→ Try it: Give back exactly the lines of the entries below from the line with "content:''; display:block; margin:auto;" to the line with "function label(font, color, halo, rows, align", inclusive, and only those.

→ Material for this task:
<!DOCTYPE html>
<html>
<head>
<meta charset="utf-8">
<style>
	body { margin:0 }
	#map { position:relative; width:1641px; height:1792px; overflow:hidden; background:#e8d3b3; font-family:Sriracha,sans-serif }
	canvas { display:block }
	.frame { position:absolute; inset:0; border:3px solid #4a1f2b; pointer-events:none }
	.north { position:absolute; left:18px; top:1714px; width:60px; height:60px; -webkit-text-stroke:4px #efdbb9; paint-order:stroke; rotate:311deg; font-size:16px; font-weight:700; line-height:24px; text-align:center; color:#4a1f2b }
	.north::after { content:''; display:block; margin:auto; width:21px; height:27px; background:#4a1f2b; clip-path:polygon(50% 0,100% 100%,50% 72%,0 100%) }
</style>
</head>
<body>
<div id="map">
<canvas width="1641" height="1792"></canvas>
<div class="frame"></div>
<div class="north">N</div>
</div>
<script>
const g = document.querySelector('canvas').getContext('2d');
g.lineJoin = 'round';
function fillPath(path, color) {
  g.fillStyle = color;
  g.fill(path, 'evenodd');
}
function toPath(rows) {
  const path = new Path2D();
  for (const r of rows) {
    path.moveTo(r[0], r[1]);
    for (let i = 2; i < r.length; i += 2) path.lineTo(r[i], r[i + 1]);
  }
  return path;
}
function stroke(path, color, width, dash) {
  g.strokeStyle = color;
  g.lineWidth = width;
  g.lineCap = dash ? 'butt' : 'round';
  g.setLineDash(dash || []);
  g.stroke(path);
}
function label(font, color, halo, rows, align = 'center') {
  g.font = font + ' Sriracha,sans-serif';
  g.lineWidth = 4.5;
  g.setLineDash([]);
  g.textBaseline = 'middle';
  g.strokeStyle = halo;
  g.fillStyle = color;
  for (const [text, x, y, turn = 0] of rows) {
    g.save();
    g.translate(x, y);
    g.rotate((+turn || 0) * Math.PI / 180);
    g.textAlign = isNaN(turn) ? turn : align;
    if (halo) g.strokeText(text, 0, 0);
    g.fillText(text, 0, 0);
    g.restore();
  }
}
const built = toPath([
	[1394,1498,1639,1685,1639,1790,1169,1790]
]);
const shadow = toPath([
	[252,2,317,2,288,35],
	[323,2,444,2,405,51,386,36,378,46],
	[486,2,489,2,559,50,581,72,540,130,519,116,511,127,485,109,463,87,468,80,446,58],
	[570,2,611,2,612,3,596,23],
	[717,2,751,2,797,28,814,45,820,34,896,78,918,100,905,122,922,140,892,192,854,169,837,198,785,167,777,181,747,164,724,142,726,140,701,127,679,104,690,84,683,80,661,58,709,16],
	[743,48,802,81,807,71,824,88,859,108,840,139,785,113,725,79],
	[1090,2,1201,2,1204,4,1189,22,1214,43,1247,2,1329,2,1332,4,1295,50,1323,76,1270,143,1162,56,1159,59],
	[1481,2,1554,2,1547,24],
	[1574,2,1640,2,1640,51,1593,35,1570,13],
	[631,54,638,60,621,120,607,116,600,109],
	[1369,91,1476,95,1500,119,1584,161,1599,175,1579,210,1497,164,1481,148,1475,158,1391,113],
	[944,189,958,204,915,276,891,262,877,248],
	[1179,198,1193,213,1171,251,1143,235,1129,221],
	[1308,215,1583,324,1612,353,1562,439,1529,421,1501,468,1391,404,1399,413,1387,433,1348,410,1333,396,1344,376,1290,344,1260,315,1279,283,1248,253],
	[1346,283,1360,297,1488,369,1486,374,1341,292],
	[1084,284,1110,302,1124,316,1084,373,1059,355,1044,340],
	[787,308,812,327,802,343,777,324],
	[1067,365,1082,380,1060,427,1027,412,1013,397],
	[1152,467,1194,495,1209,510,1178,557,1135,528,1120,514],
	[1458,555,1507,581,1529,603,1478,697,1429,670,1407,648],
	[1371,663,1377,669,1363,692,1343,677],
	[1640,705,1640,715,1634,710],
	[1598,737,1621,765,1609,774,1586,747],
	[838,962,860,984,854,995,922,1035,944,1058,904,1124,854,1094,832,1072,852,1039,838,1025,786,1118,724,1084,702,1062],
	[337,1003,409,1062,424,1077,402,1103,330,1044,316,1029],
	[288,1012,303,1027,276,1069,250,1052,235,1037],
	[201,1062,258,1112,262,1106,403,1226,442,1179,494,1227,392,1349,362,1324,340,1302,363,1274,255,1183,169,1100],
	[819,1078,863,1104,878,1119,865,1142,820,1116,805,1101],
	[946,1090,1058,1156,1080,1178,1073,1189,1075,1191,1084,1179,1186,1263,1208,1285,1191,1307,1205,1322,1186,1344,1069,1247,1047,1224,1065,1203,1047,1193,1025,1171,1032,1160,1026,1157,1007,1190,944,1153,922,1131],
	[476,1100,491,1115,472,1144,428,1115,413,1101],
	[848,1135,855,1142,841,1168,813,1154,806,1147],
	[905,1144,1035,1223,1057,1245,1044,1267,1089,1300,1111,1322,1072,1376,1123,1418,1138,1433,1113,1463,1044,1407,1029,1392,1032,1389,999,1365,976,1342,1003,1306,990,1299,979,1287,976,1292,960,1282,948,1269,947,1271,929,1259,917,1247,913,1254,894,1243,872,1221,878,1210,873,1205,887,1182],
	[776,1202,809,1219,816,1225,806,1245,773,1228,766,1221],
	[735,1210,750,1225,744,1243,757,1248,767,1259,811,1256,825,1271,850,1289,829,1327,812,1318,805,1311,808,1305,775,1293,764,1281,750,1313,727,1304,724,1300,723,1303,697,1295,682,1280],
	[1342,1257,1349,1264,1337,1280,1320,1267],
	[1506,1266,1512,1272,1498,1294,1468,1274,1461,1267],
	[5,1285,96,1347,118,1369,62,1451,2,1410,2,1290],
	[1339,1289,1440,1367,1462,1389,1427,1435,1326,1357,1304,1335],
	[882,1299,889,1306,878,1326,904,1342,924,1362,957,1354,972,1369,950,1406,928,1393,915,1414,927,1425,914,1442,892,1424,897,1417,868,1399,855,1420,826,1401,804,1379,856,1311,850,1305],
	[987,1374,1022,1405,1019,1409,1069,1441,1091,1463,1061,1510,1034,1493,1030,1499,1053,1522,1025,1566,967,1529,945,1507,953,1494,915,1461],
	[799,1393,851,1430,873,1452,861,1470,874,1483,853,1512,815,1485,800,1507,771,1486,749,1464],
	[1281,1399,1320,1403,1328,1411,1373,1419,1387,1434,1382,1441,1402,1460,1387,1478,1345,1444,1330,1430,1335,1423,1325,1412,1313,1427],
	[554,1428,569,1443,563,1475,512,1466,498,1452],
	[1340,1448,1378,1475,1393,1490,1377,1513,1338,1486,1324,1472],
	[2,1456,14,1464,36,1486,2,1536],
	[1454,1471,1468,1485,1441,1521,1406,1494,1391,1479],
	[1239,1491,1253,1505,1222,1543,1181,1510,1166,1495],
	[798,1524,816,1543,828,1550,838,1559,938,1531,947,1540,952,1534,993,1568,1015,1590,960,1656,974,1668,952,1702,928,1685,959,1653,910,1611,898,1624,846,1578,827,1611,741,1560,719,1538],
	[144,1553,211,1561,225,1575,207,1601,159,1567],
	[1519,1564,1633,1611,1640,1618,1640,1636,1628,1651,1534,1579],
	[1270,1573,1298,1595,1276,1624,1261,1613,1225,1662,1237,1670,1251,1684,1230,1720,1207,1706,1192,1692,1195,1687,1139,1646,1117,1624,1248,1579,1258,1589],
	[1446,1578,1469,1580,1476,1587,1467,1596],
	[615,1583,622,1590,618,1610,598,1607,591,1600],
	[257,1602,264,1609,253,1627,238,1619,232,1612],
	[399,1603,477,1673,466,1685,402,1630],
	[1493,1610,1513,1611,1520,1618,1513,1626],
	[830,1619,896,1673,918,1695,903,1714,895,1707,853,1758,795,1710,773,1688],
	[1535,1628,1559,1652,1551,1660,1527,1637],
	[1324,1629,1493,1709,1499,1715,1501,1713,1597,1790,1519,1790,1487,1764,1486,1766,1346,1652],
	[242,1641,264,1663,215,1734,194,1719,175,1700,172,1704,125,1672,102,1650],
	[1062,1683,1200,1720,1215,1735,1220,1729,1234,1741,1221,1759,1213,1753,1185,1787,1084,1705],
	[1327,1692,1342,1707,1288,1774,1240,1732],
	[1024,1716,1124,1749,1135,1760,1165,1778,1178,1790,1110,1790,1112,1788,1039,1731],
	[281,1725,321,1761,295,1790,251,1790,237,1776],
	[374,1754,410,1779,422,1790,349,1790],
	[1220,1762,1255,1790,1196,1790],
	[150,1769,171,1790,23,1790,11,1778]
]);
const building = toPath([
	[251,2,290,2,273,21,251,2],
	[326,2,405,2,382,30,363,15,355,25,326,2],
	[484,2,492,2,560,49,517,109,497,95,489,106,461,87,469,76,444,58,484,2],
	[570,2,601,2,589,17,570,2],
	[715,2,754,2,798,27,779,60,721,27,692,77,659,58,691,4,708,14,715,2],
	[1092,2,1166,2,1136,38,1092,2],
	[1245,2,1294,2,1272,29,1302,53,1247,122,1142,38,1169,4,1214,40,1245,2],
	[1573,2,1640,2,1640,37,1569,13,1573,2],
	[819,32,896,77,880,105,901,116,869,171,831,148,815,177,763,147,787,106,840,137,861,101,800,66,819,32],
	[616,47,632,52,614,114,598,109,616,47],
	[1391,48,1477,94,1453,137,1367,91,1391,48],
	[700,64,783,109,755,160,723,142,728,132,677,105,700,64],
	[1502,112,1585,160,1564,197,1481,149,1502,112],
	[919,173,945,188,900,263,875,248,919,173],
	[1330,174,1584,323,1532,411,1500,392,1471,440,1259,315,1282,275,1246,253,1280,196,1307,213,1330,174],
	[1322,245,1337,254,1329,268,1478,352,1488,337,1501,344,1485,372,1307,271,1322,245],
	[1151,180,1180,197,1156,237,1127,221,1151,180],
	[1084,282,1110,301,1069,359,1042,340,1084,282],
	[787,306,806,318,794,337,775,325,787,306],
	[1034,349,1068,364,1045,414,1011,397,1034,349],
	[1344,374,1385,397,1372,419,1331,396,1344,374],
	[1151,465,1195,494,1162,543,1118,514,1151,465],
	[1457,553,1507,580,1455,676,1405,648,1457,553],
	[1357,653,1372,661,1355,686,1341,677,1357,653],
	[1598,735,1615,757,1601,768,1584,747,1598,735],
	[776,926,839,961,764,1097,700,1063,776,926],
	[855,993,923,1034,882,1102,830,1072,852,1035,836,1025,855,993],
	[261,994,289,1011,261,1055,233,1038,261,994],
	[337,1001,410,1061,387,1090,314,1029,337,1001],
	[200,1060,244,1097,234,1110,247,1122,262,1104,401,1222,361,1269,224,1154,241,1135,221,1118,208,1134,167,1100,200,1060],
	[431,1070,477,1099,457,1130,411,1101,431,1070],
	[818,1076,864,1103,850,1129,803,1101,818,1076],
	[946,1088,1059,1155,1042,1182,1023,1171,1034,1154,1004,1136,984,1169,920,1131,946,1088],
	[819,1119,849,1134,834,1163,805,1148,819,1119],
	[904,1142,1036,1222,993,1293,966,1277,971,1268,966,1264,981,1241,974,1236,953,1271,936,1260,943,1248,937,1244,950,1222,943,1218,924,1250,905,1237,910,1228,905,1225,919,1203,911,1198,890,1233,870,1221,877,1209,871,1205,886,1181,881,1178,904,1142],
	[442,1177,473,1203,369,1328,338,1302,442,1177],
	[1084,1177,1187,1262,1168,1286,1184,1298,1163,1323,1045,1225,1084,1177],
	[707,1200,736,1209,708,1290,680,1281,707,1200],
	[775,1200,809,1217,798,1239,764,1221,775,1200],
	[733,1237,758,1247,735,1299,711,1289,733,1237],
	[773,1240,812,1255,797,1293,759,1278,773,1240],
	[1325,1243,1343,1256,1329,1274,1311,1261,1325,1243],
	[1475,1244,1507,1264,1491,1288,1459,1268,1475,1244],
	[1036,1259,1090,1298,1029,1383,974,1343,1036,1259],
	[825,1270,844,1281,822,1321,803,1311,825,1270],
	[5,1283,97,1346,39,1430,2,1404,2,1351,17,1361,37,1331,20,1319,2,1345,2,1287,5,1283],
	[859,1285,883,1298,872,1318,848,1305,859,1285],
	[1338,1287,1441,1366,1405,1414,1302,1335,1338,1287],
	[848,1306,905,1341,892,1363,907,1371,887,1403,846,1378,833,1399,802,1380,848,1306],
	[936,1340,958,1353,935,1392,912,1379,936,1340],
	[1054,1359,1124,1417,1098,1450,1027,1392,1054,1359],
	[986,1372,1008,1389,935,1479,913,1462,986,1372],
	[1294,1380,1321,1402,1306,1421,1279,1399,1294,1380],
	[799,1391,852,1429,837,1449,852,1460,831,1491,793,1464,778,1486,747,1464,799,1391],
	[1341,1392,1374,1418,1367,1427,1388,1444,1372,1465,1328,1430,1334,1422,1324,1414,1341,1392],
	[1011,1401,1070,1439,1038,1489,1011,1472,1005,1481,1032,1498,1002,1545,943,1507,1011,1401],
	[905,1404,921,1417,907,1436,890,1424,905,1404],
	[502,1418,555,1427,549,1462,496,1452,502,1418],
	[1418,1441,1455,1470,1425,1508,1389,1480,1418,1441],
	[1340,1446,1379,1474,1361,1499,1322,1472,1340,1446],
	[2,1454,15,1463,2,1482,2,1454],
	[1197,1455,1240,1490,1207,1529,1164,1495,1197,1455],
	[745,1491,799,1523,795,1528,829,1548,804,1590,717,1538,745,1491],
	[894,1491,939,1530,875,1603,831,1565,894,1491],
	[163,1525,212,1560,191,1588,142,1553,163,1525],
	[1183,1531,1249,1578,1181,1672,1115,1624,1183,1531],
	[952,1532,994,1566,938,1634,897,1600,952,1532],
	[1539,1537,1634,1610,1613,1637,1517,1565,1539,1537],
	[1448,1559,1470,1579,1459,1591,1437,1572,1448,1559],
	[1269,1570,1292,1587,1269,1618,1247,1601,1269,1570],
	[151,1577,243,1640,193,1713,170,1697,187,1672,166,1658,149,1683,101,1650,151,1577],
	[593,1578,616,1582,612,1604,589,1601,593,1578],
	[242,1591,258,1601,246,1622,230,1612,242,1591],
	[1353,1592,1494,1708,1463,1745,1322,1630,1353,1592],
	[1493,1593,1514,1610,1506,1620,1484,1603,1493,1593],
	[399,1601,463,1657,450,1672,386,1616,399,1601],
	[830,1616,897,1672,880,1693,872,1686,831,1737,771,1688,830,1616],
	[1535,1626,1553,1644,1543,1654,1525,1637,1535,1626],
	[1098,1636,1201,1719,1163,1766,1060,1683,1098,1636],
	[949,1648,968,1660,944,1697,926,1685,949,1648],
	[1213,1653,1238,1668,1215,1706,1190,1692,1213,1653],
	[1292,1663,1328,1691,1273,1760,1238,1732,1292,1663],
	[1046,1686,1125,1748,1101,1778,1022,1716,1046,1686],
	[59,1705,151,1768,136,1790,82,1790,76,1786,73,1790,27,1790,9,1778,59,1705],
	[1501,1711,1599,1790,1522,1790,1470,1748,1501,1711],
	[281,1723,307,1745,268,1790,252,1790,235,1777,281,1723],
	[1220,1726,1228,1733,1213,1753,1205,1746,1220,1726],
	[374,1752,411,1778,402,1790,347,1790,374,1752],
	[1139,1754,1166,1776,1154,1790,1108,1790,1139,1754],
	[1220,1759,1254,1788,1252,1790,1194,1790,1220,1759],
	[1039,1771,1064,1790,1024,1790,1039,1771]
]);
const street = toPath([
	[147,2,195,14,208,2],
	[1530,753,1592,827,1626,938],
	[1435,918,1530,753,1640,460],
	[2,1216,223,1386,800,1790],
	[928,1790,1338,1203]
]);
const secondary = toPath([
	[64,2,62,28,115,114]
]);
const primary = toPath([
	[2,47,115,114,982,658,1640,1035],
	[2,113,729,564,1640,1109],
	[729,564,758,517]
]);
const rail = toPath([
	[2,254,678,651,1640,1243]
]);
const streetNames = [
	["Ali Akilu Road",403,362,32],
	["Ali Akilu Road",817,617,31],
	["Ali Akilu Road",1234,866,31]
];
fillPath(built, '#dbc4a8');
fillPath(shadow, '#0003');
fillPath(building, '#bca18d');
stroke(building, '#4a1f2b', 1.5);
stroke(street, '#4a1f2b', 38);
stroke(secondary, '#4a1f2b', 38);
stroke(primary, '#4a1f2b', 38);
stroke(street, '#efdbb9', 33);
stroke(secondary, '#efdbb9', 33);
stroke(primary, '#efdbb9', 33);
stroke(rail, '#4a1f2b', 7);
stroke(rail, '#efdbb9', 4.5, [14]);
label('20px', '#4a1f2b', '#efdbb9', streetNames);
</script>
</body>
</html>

→ Output for this task:
	.north::after { content:''; display:block; margin:auto; width:21px; height:27px; background:#4a1f2b; clip-path:polygon(50% 0,100% 100%,50% 72%,0 100%) }
</style>
</head>
<body>
<div id="map">
<canvas width="1641" height="1792"></canvas>
<div class="frame"></div>
<div class="north">N</div>
</div>
<script>
const g = document.querySelector('canvas').getContext('2d');
g.lineJoin = 'round';
function fillPath(path, color) {
  g.fillStyle = color;
  g.fill(path, 'evenodd');
}
function toPath(rows) {
  const path = new Path2D();
  for (const r of rows) {
    path.moveTo(r[0], r[1]);
    for (let i = 2; i < r.length; i += 2) path.lineTo(r[i], r[i + 1]);
  }
  return path;
}
function stroke(path, color, width, dash) {
  g.strokeStyle = color;
  g.lineWidth = width;
  g.lineCap = dash ? 'butt' : 'round';
  g.setLineDash(dash || []);
  g.stroke(path);
}
function label(font, color, halo, rows, align = 'center') {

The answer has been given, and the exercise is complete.